Friday, June 19, 2009
I had a no good, horrible, very bad stomach ache last week.
It lasted two no good, horrible, very bad days and then went away.
It took me back to my 11th grade Spanish class - the day that I discovered that a dull, constant stomach ache was actually not a stomach ache, but a no good, horrible, very bad ulcer. Our family doctor could not figure out what would cause such a young patient to develop an ulcer... so he recommended I visit a psychiatrist.
Do you know what this does to a teenage girl? Thoughts raced through my mind as the day of my appointment drew closer. Am I crazy? Is something wrong with me? Will he have a couch for me to lay on like they do in the movies? Is he going to try to get me to divulge things that I don't want to talk about?
It was certainly not like I had imagined. When I walked into the office, alone, the lady at the front desk asked for my name and then told me to have a seat. Next, the craziest thing happened! She asked if I would like something to drink. What kind of doctor offers you something to drink? I wondered. It was probably some kind of truth serum to get me to loosen up and share all the secrets I kept tucked away in the innermost corners of my mind. I wasn't going to fall for it. "No, thank you," I answered as I sat and thumbed mindlessly through a magazine I had no interest in.
After a few minutes, I was led back to The Office.
He began with small talk, asking about what I was interested in at school, how many kids were in my family - pretty basic stuff. And then he thanked me for coming and told me he was looking forward to the next week. What? I thought to myself. My parents are paying this guy to just sit here and talk to me? What a total rip off!
I told my mom as much when she picked me up. "The doctor says you need to do this," she insisted. "To figure out where your ulcers are coming from. Just give it a chance." I reluctantly agreed.
The next week was mostly the same... only worse. Another offer of a drink (Ha! I thought. I'm totally on to you! You won't get anything out of me!), another awkward visit with a 50-something man who asked me a bunch of stupid questions. It went something like this:
Dr: So, what do you think is causing this ulcer?
My thoughts: That's why I'm here, stupid! So you can figure it out.
Me: I don't know.
Dr: Hmmm. Interesting. Do you get along well with your parents? Your brothers and sisters?
Dr: Do you have good relationships with your friends?
Dr: How about your boyfriend?
Me: (turning red) I don't have a boyfriend.
Dr: Is there someone you have your eye on? Someone you would like to have as your boyfriend?
My thoughts: Shut up already, Mr. 50-year-old-doctor-guy-I-hardly-even-know! This is so embarrassing. Can an enormous black void please just open up here and swallow me whole?! What do I say? Will he know if I'm lying? Don't they train these guys to know this stuff? What should I do? I don't want to talk about this with him. Okay... I'll be vague. I won't lie, but I won't give him what he wants. I WILL NOT TALK!
Me: I guess.
Dr: Tell me more about him.
My thoughts: You have got to be kidding me, old man! This is personal stuff. There is NO WAY on God's green earth that I will tell you anything about him! I didn't drink any of your truth serum. You can't make me talk! I'll sit here and not answer. I'll pretend I didn't hear the question.

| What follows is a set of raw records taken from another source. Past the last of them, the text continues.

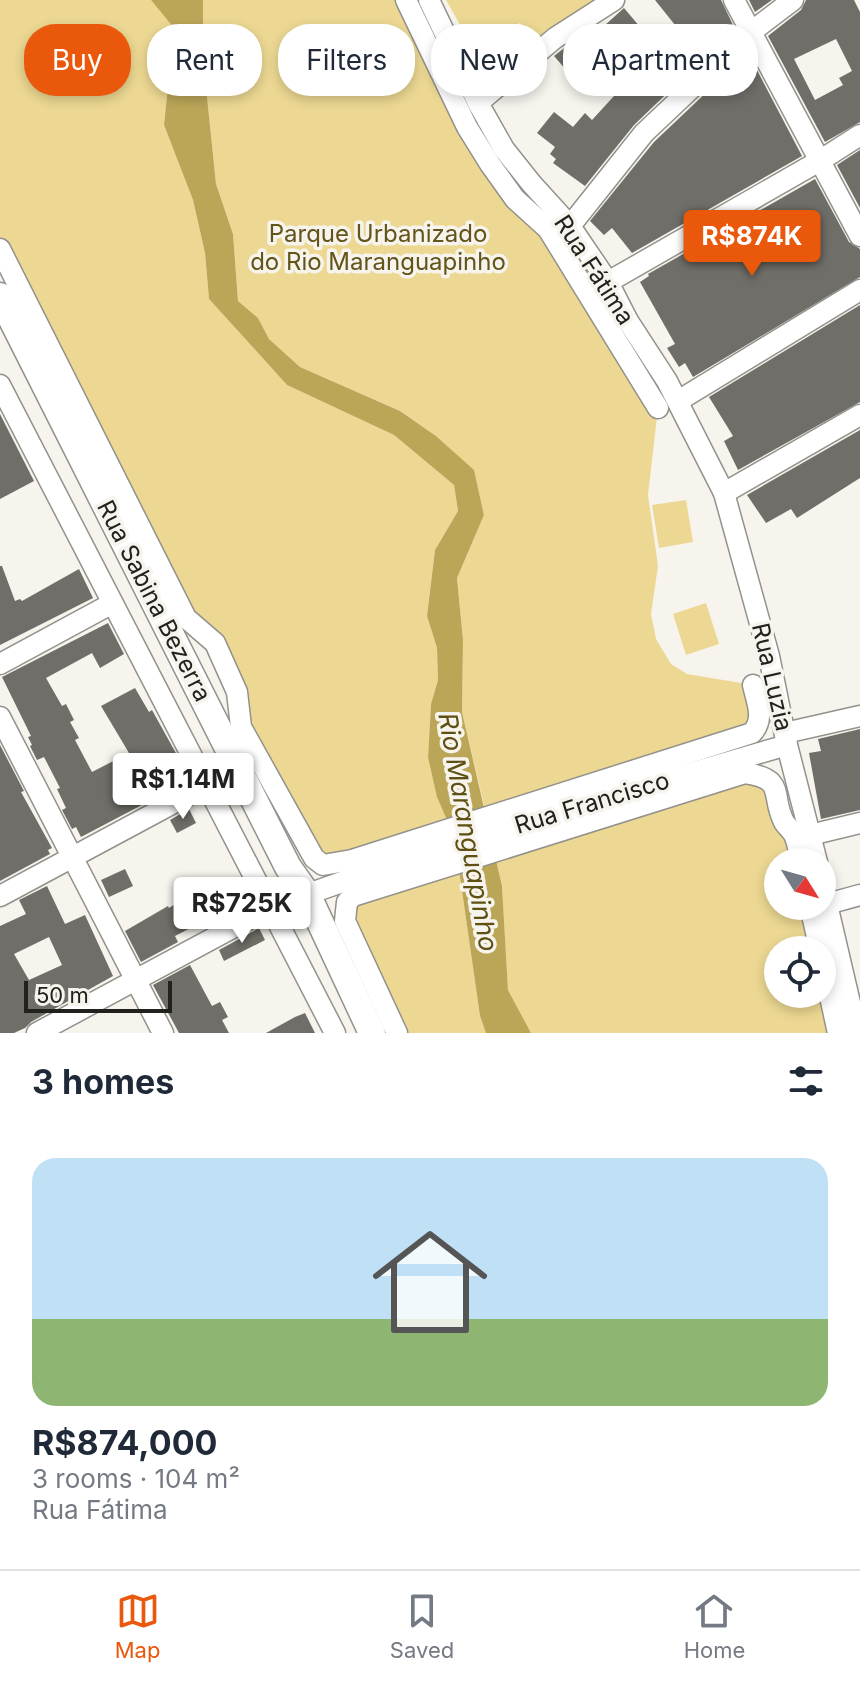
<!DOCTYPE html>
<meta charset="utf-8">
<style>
:root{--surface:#fff;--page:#f6f6f7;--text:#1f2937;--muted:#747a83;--line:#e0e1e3;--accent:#ea580c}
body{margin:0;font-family:Inter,sans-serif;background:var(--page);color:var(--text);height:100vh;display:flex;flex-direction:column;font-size:30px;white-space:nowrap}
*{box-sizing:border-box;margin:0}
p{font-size:26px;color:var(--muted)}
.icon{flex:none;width:44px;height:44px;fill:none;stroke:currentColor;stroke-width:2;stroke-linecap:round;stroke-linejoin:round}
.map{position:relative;height:1033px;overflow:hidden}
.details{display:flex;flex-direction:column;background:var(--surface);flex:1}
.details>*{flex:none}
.hud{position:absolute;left:24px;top:24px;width:812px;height:72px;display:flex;gap:16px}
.needle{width:52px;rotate:127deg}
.fabs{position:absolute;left:764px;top:848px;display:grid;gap:16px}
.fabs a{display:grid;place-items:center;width:72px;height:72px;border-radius:50%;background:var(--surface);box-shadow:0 4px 12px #0003;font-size:40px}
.scale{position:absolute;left:24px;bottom:20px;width:148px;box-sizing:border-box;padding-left:8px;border:4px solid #21211e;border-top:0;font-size:22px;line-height:28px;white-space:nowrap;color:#21211e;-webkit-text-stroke:6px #f6f4ed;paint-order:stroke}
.price{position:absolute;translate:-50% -68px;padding:0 18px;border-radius:8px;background:#fff;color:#222;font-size:26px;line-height:52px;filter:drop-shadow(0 2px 4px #0008)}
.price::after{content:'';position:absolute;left:50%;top:48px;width:24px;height:18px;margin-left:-12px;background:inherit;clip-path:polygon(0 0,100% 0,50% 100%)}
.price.selected{background:var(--accent);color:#fff}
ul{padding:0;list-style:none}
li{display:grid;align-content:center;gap:16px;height:424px;padding:0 32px}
li span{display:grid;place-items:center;height:248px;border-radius:24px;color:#555}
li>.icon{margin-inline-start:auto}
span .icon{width:144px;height:144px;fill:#fffc;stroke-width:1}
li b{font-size:34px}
h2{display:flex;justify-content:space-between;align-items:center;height:96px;padding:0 32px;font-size:34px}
.chip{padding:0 28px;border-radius:32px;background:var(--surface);box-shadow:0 4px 12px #0003;font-size:28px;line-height:72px}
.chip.selected{background:var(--accent);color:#fff}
.tab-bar{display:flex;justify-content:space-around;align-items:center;height:112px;border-top:2px solid var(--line);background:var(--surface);font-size:22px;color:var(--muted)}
.tab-bar a{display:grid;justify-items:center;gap:4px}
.tab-bar .selected{color:var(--accent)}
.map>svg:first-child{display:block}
.green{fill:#ecd892}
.water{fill:#bba658}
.building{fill:#706e68;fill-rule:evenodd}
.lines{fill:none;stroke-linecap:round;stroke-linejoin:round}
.minor-casing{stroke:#93918b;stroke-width:23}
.major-casing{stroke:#93918b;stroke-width:29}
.minor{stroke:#fff;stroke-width:20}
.major{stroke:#fff;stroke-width:26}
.labels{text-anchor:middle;stroke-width:7;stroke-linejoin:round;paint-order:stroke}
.park-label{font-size:24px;fill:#635419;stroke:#f6f4ed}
.street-label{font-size:24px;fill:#21211e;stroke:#f6f4ed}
.water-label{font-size:26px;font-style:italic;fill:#5e4f13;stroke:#f6f4ed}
</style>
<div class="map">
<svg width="860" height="1033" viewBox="0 0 860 1033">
<rect width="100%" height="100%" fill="#f6f4ed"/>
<g class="green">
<path d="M0 0H151L174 27 164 125 193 200 205 253 209 299 287 385 394 435 454 485 458 511 435 550 427 616 437 648 438 680 431 704 428 757 451 829 323 865 241 727 237 692 186 618 0 249Z"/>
<path d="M203 0H406L467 127 548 229 658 408 648 495 658 566 651 614 656 639 671 664 687 674 753 685 759 726 487 818 462 712 463 640 457 578 484 515 474 471 436 436 400 411 300 367 269 339 258 318 238 301 233 234 216 184 203 58Z"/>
<path d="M446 0H609L558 33 529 37 520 23 471 44Z"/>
<path d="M686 500 693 542 659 548 652 505Z"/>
<path d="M706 603 719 644 686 655 673 614Z"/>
<path d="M763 776 801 862H778V906H810L820 950H778V994H822L838 1033H531L508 990 502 886 494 852Z"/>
<path d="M458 863 480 1016 486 1033H397L347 902Z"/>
</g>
<path class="water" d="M151 0H203V58L216 184 233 234 238 301 258 318 269 339 300 367 400 411 436 436 474 470 484 515 457 578 463 640 462 712 502 886 508 990 531 1033H486L480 1016 458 863 451 829 437 797 428 757 431 704 438 680 437 648 427 616 435 550 458 511 454 485 394 435 287 385 209 299 205 253 193 200 164 125 174 28Z"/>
<g class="building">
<path d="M655 0H721L735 29 703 60Z"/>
<path d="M749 0H772L755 12Z"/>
<path d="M806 0H854L860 12V122L825 142 768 36 801 10ZM836 39 852 71 839 78 843 85 815 100 794 59Z"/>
<path d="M624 8 683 78 634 125 585 186 553 163 556 159 550 154 555 147 537 133 554 112 573 127 585 113 592 120 614 96 593 73 580 86 554 56 568 45 575 52Z"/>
<path d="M748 53 802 156 632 253 612 228 604 235 590 221 654 142Z"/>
<path d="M860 150V208L837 165Z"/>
<path d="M815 179 849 242 860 249V277L693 377 685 363 679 367 667 348 675 344 640 282 649 276 648 274Z"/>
<path d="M860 305V402L738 470 724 441 733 436 709 397Z"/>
<path d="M0 414 34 481 0 499Z"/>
<path d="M860 430V478L797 518 791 509 766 523 747 495Z"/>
<path d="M0 566H2L15 601 20 599 22 601 79 569 93 598 0 645Z"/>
<path d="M108 623 124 654 100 668 92 653 46 678 62 706 66 704 74 720 70 722 79 738 75 740 92 772 129 753 101 706 135 688 149 712 152 710 182 764 171 772 178 786 81 837 76 827 72 829 62 810 66 808 57 789 60 788 44 757 37 760 30 746 32 745 28 737 31 736 2 677Z"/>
<path d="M860 729V810L821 819 809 753 821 751 818 739Z"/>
<path d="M0 745 24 791 21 792 52 848 48 850 50 854 0 881Z"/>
<path d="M189 809 196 823 177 833 170 820Z"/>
<path d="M125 869 133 886 109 897 101 880Z"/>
<path d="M47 886 65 924 85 915 113 976 31 1022 25 1028 14 1033H0V926L26 914 19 900ZM49 937 62 965 29 980 14 954Z"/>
<path d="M220 887 234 912 207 927 204 921 175 936 178 942 141 962 125 931 168 906 169 908 180 901 183 906Z"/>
<path d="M259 928 265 940 224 961 219 950Z"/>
<path d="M190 965 212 1006 220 1002 228 1017 222 1020 229 1033H179L153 985Z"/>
<path d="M305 1013 315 1033H266L295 1017Z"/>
</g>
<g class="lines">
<g class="minor-casing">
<g id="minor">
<path d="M406 0 467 127 490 164 515 199 548 229 658 408"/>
<path d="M429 0 478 103 504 149 531 183 570 226 608 282 628 321 667 381 724 493 769 656 787 745 817 862"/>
<path d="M734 0 860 236"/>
<path d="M478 103 555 38 614 0"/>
<path d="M570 226 644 133 751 32 793 0"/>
<path d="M0 249 186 618 215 643 237 692 241 727 314 858 323 865 352 860 752 733C765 719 757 703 753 685"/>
<path d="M608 282 821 160 860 135"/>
<path d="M0 385C110 602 225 816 335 1033"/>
<path d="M678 401 860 290"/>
<path d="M724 493 860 415"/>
<path d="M0 664 111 604"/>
<path d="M0 717 163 1033"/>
<path d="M785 733 860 716"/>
<path d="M810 835 860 823"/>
<path d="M822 883 857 1033"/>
<path d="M0 896 207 785"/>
<path d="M827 904 860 895"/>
<path d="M810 906 820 950"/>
<path d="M822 960 838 1033"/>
<path d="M37 1033 271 907 382 868 588 803 787 745"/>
<path d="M397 1033 345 921 347 902 353 896 745 773C787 779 770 795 784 822 787 827 793 831 795 837 798 844 799 854 801 862"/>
</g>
</g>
<g class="major-casing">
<path id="major" d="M0 296 288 867 307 894 372 1033"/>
</g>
<use href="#minor" class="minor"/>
<use href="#major" class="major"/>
</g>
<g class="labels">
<g class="park-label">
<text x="378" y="242">Parque Urbanizado<tspan x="378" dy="28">do Rio Maranguapinho</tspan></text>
</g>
<g class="street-label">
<text transform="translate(594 270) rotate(57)" y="8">Rua Fátima</text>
<text transform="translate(154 601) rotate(63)" y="8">Rua Sabina Bezerra</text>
<text transform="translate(772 677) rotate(77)" y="8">Rua Luzia</text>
<text transform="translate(592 803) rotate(-17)" y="8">Rua Francisco</text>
</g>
<g class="water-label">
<text transform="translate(468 832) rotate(80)" y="9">Rio Maranguapinho</text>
</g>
</g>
</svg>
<div class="fabs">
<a><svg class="needle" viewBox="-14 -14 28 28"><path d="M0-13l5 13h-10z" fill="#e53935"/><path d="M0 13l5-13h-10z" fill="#747a83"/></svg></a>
<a><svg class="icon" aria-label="locate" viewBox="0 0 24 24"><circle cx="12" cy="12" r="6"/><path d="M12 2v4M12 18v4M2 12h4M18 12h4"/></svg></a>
</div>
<div class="scale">50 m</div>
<b class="price selected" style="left:752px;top:278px">R$874K</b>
<b class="price" style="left:183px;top:821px">R$1.14M</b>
<b class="price" style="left:242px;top:945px">R$725K</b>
<div class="hud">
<a class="chip selected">Buy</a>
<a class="chip">Rent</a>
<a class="chip">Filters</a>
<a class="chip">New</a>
<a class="chip">Apartment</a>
</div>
</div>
<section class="details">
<h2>3 homes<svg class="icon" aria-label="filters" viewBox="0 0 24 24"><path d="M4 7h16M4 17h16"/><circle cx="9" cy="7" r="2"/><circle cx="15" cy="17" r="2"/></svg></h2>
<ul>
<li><span style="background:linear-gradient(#bfe0f5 65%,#8fb573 0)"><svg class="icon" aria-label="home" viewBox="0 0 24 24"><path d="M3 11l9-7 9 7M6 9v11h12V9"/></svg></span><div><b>R$874,000</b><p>3 rooms · 104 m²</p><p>Rua Fátima</p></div></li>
</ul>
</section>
<nav class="tab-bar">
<a class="selected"><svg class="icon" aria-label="map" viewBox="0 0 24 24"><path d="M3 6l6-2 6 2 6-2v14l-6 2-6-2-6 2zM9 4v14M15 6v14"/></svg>Map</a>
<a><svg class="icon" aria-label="saved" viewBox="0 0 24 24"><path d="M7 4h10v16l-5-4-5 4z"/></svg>Saved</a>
<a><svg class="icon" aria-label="home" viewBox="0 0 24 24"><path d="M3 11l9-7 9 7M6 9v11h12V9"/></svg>Home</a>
</nav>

Dr: (looking at me, waiting for my response)
And the next thing I know, I'm spilling my guts. Truth serum or not, the awkward silence got it out of me. My thoughts and dreams of Thatguy over the previous 5 years were filling the empty space between us until there was nothing remaining. Before I could take it all back, it was over. This perfect stranger knew things that I hadn't even told some of my closest friends, and I was sick with myself. My ulcer hurt like never before.

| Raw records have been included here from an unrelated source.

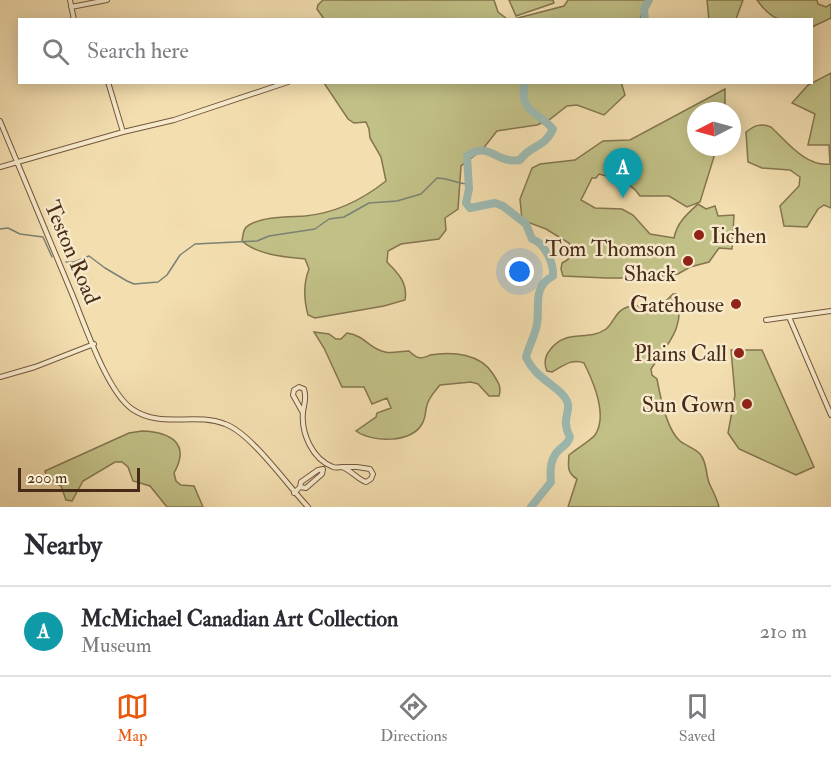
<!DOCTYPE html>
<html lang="en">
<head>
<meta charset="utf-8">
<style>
	body { margin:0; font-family:"IM FELL Double Pica",serif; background:#f2f2f3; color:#2b2b33 }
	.compass { position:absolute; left:687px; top:102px; width:54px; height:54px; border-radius:50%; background:#fff; box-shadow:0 3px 15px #0003; rotate:264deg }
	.scale { position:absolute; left:18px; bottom:15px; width:122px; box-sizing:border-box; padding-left:6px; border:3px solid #482a18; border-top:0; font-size:16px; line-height:21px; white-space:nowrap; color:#482a18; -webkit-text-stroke:4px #f7eacb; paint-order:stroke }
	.you { position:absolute; left:520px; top:272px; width:21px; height:21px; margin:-15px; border:4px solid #fff; border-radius:50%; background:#1a73e8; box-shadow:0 0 0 9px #1a73e833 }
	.badge { display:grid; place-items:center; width:39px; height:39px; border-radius:50%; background:#ea580c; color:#fff; font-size:20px; font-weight:700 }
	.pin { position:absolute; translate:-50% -50px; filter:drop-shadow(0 2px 3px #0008) }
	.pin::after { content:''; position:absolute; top:32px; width:21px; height:18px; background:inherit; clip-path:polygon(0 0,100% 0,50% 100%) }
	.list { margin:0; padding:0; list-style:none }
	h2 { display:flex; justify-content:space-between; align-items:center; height:78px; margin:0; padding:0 24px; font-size:26px }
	h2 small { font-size:20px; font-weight:400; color:#7c7c81 }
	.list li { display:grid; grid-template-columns:39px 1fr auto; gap:18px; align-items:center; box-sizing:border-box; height:90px; padding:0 24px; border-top:2px solid #e1e1e2 }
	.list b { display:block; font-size:22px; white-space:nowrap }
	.list p { margin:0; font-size:20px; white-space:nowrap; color:#7c7c81 }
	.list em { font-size:20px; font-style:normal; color:#7c7c81 }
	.icon { flex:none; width:33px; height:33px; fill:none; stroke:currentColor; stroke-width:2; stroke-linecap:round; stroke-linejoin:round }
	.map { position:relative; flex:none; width:831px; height:507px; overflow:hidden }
	.search { position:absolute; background:#fff; box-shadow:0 3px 15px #0003; left:18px; right:18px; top:18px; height:66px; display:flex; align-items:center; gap:15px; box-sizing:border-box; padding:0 21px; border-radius:0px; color:#7c7c81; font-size:22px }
	.sheet { height:168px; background:#fff }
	nav { display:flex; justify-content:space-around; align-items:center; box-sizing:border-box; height:84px; border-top:2px solid #e1e1e2; background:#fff; font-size:16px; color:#7c7c81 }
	nav a { display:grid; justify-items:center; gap:3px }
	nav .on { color:#ea580c }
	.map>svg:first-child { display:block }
</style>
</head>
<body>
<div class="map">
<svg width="831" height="507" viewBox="0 0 831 507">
	<rect width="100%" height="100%" fill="#f3deaf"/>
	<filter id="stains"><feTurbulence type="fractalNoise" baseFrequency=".00333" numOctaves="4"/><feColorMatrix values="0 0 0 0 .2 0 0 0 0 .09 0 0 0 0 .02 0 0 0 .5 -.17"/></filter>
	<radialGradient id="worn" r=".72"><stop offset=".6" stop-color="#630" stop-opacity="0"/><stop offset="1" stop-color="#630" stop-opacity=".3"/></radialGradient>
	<path fill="#c1c086" stroke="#84754f" stroke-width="1.5" d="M323,0H494L498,12L507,19H324L317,9L318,5Z
		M509,0H553L554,3L516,16Z
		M568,0H645V5L640,19H514L564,6Z
		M707,0H743L736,19L709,20Z
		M757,0H817L818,4L826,7L831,4V18L812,27V20C783,20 775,25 757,0Z
		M831,73V208L824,205L818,209L807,227L784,226L780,206L799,186L800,177L790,170L762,168L748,162L746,132C755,125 761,123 771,127C787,142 806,167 830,164L829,145H808L815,114L792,103L808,85Z
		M621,82L625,95L604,115L577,105L567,106L549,120L537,125L497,131L482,150L461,166L458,209L445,218L446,230L439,239L401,244L388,251L387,262C398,273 408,283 405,300L384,306L315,318L308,315C304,300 303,284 309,269L305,259C286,257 257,255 242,241C243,235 243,228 249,225C264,216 288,217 305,216C336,213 362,200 386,181L381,157L370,138L369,129L366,122L354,123L348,119L324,83Z
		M725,89V111H696V147H717L700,202L687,207L669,196H640C630,181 616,179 599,174L596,178H592L581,200L595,208L622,209L633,215L650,234L674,238C677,223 686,215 698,204L706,209L715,206L718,216L734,215L732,249L719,248L709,262L690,267L678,274L652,277L632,275L623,278H606L563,276L561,269L562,263C571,259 575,252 569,243L546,229L522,220L520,199L532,168L540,164L575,160L603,141L630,140Z
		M673,294H676C687,325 668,344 651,369L652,375L657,379C660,396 667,430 680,441C686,446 695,448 700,454C708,463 705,475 710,485C714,493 717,499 719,507H568L577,479C567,473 568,466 569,455C577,448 589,442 595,435C608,416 593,381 584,363C572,358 563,366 552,372L547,371C544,364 545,356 550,350C566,328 588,342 606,329C613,324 615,312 625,308C636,303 651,309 662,303C666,302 670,297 673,294Z
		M314,332L329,334L336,339H341L347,333C366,336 368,348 385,352C392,354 401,351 409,351C412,354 416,358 421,358C422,358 429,356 430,355C453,351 481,354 493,374C498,382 502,387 499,396H489L478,384L471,382L440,385C435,391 429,397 427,405C425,411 426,418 422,424C411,443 373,443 356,431L376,417L377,413L391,408L387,398L372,404L364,387H342L324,348Z
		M731,350H762L814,467L796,475L739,449L728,433L735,395Z
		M142,431C170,432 191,443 174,473L176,481L181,485L194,486L203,507H167L150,486L133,481L128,467L122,462H115L83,481L72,501L66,500L61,486L47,478L45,471L129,433Z"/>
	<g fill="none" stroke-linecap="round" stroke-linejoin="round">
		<path stroke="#7b8175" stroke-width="1.5" d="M0,229L8,228L20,234L43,237L52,257
			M66,262H74L89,256L105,268L127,281L134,284L158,282L167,275L180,255L195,244L257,241L269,236L315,229L329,219L344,217L369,203L397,201L421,194L437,178C450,178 456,184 469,184"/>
		<path stroke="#9dbbb3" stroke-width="8" d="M645,20L644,9L649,0
			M525,82C518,113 538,111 553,129C543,150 532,143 520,160C495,164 489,140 467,156L469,189L466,203L470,208L495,203L503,206L526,224L532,239C545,243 554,264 553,276C532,287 540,306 537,324C535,336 529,345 526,357C536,380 560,386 567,401C572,412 560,418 570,437C568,443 565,445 560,449C550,458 550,469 551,482L531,507"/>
		<g stroke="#73573e" stroke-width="6">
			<path id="minor" d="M70,0L74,20
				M71,7L107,0
				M108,82L123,132
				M0,121C23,177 47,233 70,289C83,319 106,391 132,409C161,429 194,412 225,424C251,433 288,486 308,507
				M0,167L123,132L174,120L288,82
				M789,317L831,415
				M766,320L831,311
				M0,377L35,367L94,344
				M303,413L293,395L294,390L299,387L304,389C307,399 304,403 303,412C301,433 312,459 333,467C336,468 339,467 342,467C351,470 357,479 366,482L371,479L373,474L370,469L357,467H343
				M294,493L300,487L301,482L318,470L323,469L322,474L306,488L300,487"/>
		</g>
		<use href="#minor" stroke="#f7eacb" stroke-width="4"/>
	</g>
	<g fill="#8f2418" stroke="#f7eacb" stroke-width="2">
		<circle cx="699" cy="235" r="6"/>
		<circle cx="688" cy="261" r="6"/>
		<circle cx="736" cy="304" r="6"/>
		<circle cx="739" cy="353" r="6"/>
		<circle cx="747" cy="404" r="6"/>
	</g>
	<g text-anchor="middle" stroke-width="5" stroke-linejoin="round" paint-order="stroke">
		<g font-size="22" fill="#482a18" stroke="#f7eacb" text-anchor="end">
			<text x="711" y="243" text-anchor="start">Iichen</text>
			<text x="676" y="256">Tom Thomson<tspan x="676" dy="25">Shack</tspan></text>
			<text x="724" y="312">Gatehouse</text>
			<text x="727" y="361">Plains Call</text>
			<text x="735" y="412">Sun Gown</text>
		</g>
		<g font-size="22" fill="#482a18" stroke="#f7eacb">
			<text transform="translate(73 252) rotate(67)" y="8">Teston Road</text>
		</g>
	</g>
	<rect width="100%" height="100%" filter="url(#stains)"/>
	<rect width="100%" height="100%" fill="url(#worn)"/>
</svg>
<svg class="compass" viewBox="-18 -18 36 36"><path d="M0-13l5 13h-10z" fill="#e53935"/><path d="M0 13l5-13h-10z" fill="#7c7c81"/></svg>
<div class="scale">200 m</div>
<div class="you"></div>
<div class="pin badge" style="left:623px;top:198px;background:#0f9aa8">A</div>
<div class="search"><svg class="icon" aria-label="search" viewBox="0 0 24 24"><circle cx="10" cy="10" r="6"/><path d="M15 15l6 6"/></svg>Search here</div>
</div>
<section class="sheet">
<h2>Nearby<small></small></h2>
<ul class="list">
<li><span class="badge" style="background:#0f9aa8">A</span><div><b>McMichael Canadian Art Collection</b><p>Museum</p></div><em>210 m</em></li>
</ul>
</section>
<nav>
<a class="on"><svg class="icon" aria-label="map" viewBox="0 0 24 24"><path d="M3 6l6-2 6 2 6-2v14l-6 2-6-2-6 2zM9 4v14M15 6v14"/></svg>Map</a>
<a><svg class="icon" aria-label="directions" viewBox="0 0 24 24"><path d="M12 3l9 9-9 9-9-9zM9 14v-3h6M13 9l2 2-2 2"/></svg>Directions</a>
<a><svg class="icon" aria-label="saved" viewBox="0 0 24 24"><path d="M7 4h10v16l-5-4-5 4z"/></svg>Saved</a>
</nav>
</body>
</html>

And then he made The Assignment.
"You like drama class, right? Well, I want you to write a script for your own Life Play. Write out what you and Thatguy would say to each other if everything went the way you wanted. And bring it with you next week. Okay?"
Inside, I was seething. My parents pay you to assign me homework now? I thought to myself. Here's the script for my Life Play. I don't need a week. I've had it written out for years now.
Me: Hey, hottie.
Thatguy: (winking) Hey, gorgeous.
Me: I have loved you for 5 years. I write about you in my journal and dream about you all the time. Want to make out?
Thatguy: I thought you'd never ask.
(making out ensues)
What do you think about that, Dr. Quack? Can you diagnose my ulcer now?
But what I said was, "Okay."
When I met my mom down in the parking lot she asked me how it went. "Awesome!" I lied. "He says I'm totally normal. Everything's fine. I don't have to go back anymore!"
"Well, that's a relief," she signed to me. "Our insurance wasn't covering these visits. I'm glad we won't have to pay for them anymore."
And that was the last I saw of the no good, horrible, very bad psychiatrist.